Copyright Kelly St. Clare 2015
“Willow?” Jimmy calls. I startle out of my morose thoughts, correcting my veering route and flash the red-haired boy a semblance of a smile.
Willow was one of my three personas. I borrowed the name from my whore friend in the Outer Rings. I couldn’t use Olina – my real name – or even Frost, the name I used in the fighting pits. I feared someone would link the names and my darkest secret would be revealed.
Crystal told the Ire I was a pit fighter. It wouldn’t be hard to find out who Willow really was if they went searching. Frost was the only woman to have ever fought there. But if anyone was to go searching, I hoped the trail would end there. It’s the reason I gave a different name to the Ire in the first place. Olina was the identity I had to protect. It was a traditional Solati name and I couldn’t be sure how many Bruma and Ire folk knew the Tatuma Olina resided in the Glacium castle.
Rest assured, if someone found out, Osolis would be pitched head-first into anarchy.
Jimmy is drooping with exhaustion ahead of me. Solis knows how many hours the boy has been without sleep. The last remnants of my false smile fade as I recall another problem, almost as big as the impending war.
I groan aloud as I remember the screams and gasps of the assembly as Jimmy flew from the castle’s ceiling.
Jimmy warned us of the army’s presence in the Oscala. Unfortunately, his forewarning came at the expense of the Ire’s secrecy. Before that moment, the Ire had operated in hiding for over three generations. Now the King’s assembly had born witnessed this, they wouldn’t forget. I’ve learned the assembly is close-mouthed; secrets are almost considered a currency. But someone will pass the information on and, in time, the hidden community will be hidden no longer.
Word of the “flying people” will get out. A circumstance I’m not eager to relate to their leader, Adox.

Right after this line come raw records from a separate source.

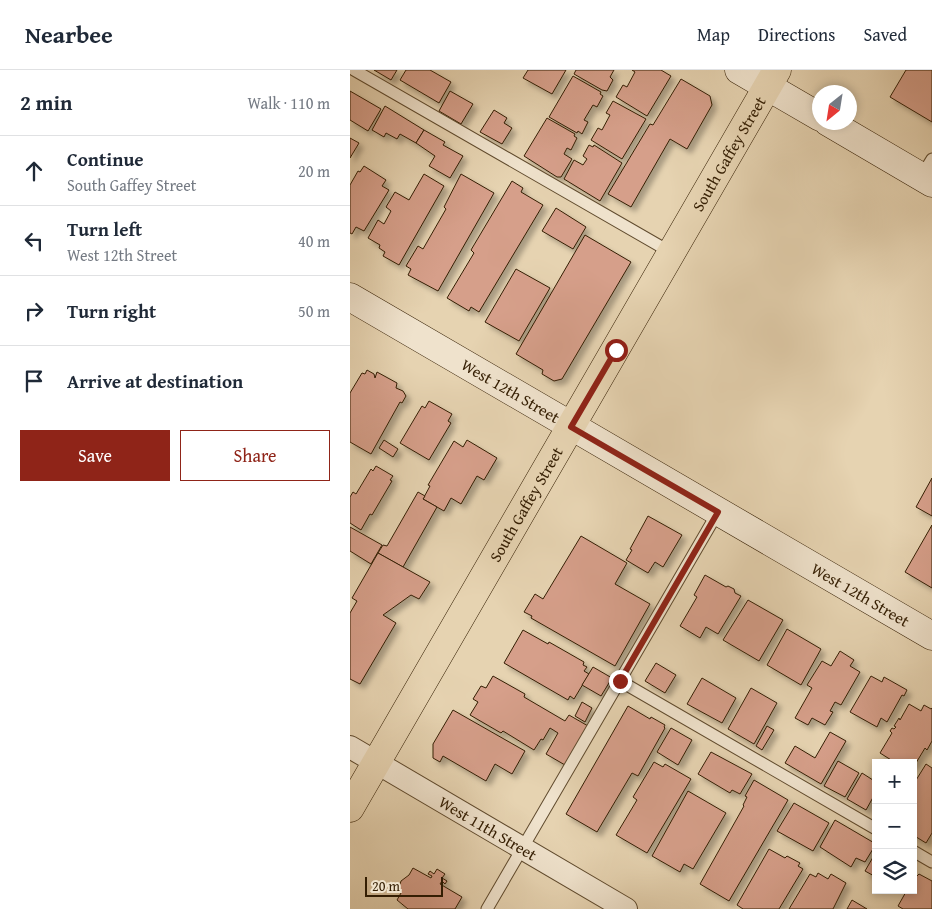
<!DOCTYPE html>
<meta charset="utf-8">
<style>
body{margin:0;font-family:"Gentium Book Plus",serif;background:#f6f6f7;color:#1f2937}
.controls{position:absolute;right:15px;bottom:15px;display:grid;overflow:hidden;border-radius:0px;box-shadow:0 2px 8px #0003}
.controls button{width:45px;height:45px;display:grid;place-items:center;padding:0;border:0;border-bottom:1px solid #e0e1e3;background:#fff;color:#1f2937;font:25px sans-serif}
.compass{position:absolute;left:462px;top:15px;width:45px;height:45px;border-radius:50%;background:#fff;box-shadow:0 2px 8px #0003;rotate:210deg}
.scale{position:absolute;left:15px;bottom:12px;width:78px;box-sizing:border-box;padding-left:5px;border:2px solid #341e03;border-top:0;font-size:14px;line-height:18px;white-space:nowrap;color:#341e03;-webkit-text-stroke:4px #efe2cc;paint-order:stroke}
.stop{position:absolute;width:15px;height:15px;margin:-11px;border:4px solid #8f2418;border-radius:50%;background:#fff}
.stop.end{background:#8f2418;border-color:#fff;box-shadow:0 1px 5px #0008}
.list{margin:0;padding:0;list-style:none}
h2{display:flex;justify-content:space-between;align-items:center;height:65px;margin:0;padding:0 20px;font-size:21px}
h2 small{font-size:16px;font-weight:400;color:#747a83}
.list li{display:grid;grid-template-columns:32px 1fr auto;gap:15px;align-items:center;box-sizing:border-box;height:70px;padding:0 20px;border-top:1px solid #e0e1e3}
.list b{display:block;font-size:19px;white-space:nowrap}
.list p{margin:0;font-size:16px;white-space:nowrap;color:#747a83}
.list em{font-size:16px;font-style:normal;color:#747a83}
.actions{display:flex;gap:10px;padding:15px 20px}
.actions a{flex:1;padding:11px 0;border:1px solid #8f2418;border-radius:0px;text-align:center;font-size:18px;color:#8f2418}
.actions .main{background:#8f2418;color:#fff}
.icon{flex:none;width:28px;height:28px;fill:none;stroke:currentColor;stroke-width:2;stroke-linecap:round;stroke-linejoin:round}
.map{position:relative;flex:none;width:582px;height:839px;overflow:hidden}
header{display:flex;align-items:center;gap:30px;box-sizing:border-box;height:70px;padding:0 25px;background:#fff;border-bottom:1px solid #e0e1e3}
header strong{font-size:24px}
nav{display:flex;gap:28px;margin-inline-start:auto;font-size:18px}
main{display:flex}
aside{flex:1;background:#fff}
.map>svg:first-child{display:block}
</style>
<header>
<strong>Nearbee</strong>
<nav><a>Map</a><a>Directions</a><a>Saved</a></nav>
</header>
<main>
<aside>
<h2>2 min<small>Walk · 110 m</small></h2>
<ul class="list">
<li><svg class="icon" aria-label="ahead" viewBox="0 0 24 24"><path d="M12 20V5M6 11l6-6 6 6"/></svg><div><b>Continue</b><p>South Gaffey Street</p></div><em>20 m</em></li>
<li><svg class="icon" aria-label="left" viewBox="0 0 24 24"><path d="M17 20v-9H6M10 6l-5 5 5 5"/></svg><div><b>Turn left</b><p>West 12th Street</p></div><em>40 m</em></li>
<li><svg class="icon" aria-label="right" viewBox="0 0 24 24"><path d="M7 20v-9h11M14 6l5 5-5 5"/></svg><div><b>Turn right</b></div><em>50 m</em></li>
<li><svg class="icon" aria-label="arrive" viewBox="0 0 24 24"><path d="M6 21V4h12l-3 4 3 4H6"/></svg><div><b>Arrive at destination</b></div></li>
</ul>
<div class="actions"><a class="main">Save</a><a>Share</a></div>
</aside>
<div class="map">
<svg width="582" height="839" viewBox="0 0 582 839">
<defs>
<filter id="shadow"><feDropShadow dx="4.5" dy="4.5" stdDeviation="2.5" flood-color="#0004"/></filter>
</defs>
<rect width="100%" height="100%" fill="#e6d3b1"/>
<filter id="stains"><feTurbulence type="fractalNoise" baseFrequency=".004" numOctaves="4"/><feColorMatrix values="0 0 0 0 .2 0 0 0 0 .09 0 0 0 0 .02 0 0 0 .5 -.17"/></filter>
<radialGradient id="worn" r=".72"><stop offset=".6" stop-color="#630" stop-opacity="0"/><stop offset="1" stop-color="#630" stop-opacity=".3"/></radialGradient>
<g fill="#d69f8a" stroke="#341e03" filter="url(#shadow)">
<polygon points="24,0 47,0 41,10"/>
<polygon points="56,0 80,0 101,12 89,33 50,10"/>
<polygon points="178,0 216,0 202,24 173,8"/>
<polygon points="226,0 264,0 260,7 263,10 257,21 252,20 224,4"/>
<polygon points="282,0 311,0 321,6 297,46 266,27 273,15 277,17 285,2"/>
<polygon points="556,0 582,0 582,52 540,27"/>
<polygon points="223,6 251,22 250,24 253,26 247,37 243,35 234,50 238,52 232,64 228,61 227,63 199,47"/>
<polygon points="331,9 360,26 362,35 337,79 320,69 281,137 258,124 300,54 303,55"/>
<polygon points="0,21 31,39 18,61 0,50"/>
<polygon points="100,21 123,34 111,54 89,41"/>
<polygon points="263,31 296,49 272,89 241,70 248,58 252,60 260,45 256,43"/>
<polygon points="35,36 74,60 66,73 50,64 47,69 36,63 34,67 22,60"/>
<polygon points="144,40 157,48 154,53 162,58 152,74 130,62"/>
<polygon points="197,48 225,64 224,66 227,68 221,80 217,78 214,84 222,89 211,107 207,107 174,86"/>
<polygon points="74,60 95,72 93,75 113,86 100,108 79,96 85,86 66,73"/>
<polygon points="0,68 9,73 0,88"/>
<polygon points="239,75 243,77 244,75 272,93 250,131 214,109 224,90 233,95 237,89 233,86"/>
<polygon points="14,96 36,110 32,116 39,120 14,161 6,157 2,164 0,163 0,115 8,101 10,102"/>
<polygon points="74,104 94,116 49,195 33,186 35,182 29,178 30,175 18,168 28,150 34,154 41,141 36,137 45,122 59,130"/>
<polygon points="111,104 144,123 88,221 58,205 61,199 56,196 68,176 73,179 96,139 94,137"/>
<polygon points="162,111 173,118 171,122 193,135 129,242 121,237 119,241 97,228 124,183 121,180"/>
<polygon points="206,138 236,157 223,179 192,161"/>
<polygon points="235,165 281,192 212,309 204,311 192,304 193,300 166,284"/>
<polygon points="166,199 200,218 169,271 135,252"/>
<polygon points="17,300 24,304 25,308 27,302 47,313 46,318 53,321 56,326 52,333 50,332 21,384 0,372 0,323 12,303 15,304"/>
<polygon points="79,331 102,344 98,351 101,353 79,390 50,373 72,336 75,338"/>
<polygon points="34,370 48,379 43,387 29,378"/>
<polygon points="117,370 147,388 134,410 127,406 111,434 101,428 94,441 73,429 80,416 78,415 104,371 113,377"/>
<polygon points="26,396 43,406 40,410 42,411 22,445 20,444 11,460 0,453 0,427 3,422 6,424 21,399 23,401"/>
<polygon points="582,408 582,446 566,437"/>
<polygon points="68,422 75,426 73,429 87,437 53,497 28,483 33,475 37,476"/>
<polygon points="298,446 332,465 313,497 305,492 298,503 276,490 282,480 280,479"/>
<polygon points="582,455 582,518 555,502"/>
<polygon points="0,457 32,475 21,494 0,481"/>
<polygon points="231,466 277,493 265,514 300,534 265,596 181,548 182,546 174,542 185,524 193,529"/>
<polygon points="28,483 80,512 69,529 61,525 33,545 46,553 10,614 0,609 0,543 7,531 2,528"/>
<polygon points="355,505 376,517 378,516 384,519 385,523 391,526 368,564 356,557 350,568 330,556 347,527 344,525"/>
<polygon points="398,530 433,550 409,591 373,570"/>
<polygon points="437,559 471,579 451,615 417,595"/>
<polygon points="173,560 198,574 199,572 234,592 233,595 237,597 234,601 239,604 224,629 220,626 218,630 154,593"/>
<polygon points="490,581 504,590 500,596 510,602 491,635 485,632 480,641 483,642 475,655 462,648 458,655 445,648 462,618 457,615 472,591 481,596"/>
<polygon points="306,593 326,605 315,623 295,611"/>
<polygon points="243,597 262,608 251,626 232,615"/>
<polygon points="143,606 175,624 174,627 215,651 219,645 238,656 215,695 196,684 208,663 200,658 193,670 191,669 184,680 153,661 151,663 120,645 128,632 123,629 131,616 136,618"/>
<polygon points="521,606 532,612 534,607 557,620 554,626 552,625 537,652 531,648 527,657 500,642"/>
<polygon points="352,608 386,628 372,653 337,634"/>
<polygon points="401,618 427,633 404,674 378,659"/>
<polygon points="232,632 242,638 235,652 225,646"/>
<polygon points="559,634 571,641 574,635 581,639 582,638 582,671 577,680 575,678 563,698 563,693 546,693 530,683 542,663 540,661 542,658 544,659 546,657 544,656 549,648 550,650"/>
<polygon points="278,636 300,649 301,647 315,655 314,657 315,658 288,706 282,703 247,762 216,744"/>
<polygon points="103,640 175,681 162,704 145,694 136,711 93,686 90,692 83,688 83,674"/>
<polygon points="417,656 424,660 412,680 406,676"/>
<polygon points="321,658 342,670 328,695 307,682"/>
<polygon points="480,662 496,671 471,714 435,693 445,676 465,688"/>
<polygon points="361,682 402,704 390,724 382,720 380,723 348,704"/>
<polygon points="488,691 509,703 495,727 474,716"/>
<polygon points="304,692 313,697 315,694 341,709 297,783 266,765 287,730 283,727"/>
<polygon points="576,694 582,698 582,763 576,773 563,765 563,715"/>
<polygon points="512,703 526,712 526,722 516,740 497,729"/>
<polygon points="404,710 438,730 379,831 350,814 394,736 393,735 397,727 395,726"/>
<polygon points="338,721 376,743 343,799 334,794 330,802 302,786"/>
<polygon points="444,733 479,753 463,781 427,761"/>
<polygon points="485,750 526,774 515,792 506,788 501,797 470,777"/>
<polygon points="419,779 435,788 437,786 450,793 448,796 453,799 429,839 393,839 387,835"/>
<polygon points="526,782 526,807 515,801"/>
<polygon points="63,798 81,808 82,806 78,804 80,801 84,804 87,799 95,804 92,808 97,811 95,814 92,811 90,814 112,827 105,839 58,839 47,830 51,823 48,821 51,811 59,805"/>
<polygon points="468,803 478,809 481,804 496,813 483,839 439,839 460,804 466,807"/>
<polygon points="569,804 582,811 582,839 553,839 548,836 557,820 563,820 563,810"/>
<polygon points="502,830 517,839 497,839"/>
</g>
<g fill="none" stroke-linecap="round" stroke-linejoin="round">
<g stroke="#604b2e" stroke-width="13">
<g id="lane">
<polyline points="4,0 322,183"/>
<polyline points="571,107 582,89"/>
<polyline points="270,611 526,759"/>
<polyline points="563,781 582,792"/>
<polyline points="137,839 368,442"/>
</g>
</g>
<g stroke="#604b2e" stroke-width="24">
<g id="street">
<path id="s1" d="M0,677L276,839"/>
</g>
</g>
<g stroke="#341e03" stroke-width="29">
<g id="secondary">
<polyline points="389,0 470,47"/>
<polyline points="478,52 582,113"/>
<path id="s2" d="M0,227L582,566"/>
</g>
</g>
<g stroke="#341e03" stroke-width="29">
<g id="primary">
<path id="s3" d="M0,738L427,0"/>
</g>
</g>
<use href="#lane" stroke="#efe2cc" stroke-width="11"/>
<use href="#street" stroke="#efe2cc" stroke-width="22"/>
<use href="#secondary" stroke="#efe2cc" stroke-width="28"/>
<use href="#primary" stroke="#e6d3b1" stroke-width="28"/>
</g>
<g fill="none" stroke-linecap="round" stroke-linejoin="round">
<polyline stroke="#8f2418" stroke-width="6" points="266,280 221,357 368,442 270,611"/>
</g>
<g text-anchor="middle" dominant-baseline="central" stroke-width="4" stroke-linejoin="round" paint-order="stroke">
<g font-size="16" fill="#341e03" stroke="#efe2cc">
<text stroke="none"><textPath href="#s3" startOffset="756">South Gaffey Street</textPath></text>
<text stroke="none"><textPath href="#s2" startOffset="186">West 12th Street</textPath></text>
<text stroke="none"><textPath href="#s3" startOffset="351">South Gaffey Street</textPath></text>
<text stroke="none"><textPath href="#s2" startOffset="591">West 12th Street</textPath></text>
<text stroke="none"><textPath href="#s1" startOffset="160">West 11th Street</textPath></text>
</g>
</g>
<rect width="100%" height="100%" filter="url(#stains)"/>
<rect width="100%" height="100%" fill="url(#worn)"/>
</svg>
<div class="controls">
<button>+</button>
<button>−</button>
<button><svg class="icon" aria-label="layers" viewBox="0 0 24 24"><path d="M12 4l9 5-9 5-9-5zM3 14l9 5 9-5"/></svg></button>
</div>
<svg class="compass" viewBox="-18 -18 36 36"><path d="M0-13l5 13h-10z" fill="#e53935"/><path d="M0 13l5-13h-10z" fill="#747a83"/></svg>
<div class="scale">20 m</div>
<div class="stop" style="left:266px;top:280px"></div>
<div class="stop end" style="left:270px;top:611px"></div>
</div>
</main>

I touch down onto Adox’s Island behind Jimmy. The Ire is quiet.
The low, dusty tents erected on the islands surrounding us are still, the occupants within asleep. We made good time with Jimmy as the guide – unlike my solo journey not so long ago.
My legs threaten to buckle underneath me, weak from the long flight. I shake off the memory of Jovan and Olandon watching me from the rooftop and wobble behind a bouncing Jimmy. Having grown up flying he’s having none of my current troubles.
“Jimmy, go wake Adox,” I say. I feel a little bad about waking Adox, he must be pushing twenty-six revolutions. But the situation is dire. His reaction to being woken is the least of my worries. Every moment we wait means the Tatum’s army draws closer.
The boy hesitates for a moment. He’s seven years old, and I gather it’s just occurred to him an angry mother is the least of his problems. Adox will be furious. “I have to tell him,” I explain softly. The boy’s breath begins to come short and fast as soon as I utter the words. I hurry to finish. “But I will also tell him how brave you are, and that you came because I asked.”
It’s only fair I own up to my part of the blame. Yet another promise I haven’t kept. It seems like there’s a lot of those. Kedrick’s killer still roams free.
Jimmy gives a miserable nod as a few tears spill over the roundness of his freckled cheeks. I unbuckle my Soar, loosening straps and snapping rods to take the taut pressure off the stretched material behind me as the boy moves off with dragging steps.
I told Jovan and Olandon I had a plan. And I do. But whether the plan will work depends on Adox. If he refuses to let the people of the Ire help me then all hope is lost. The two worlds will fight at the loss of hundreds of lives. And that would just be the start. It wasn’t a single battle my mother wanted, it was war.
The Satums and the court revered my mother for her foresight in building up the food and supply stores. She’d spouted lie and lie about contingency plans in case the Fourth fires spread and burned Osolis to the ground. I knew the truth now.
The stores were war rations.
I’d stopped wondering why she wanted to invade Glacium long ago. It made no sense. Mother hated the Bruma and she could barely stand the first and coolest rotation on our fiery homeland, let alone the extreme cold of this world. In fact, Glacium might be the only thing she might hate more than me.
I unfold my arms as low murmurs in the tent turn to shuffling. Adox is limping my way when I turn. He appears older than last time I saw him. Does he lay awake at night wondering if his fears of discovery will come true? That the Ire will be
exposed?
Little does he know it has already come to pass.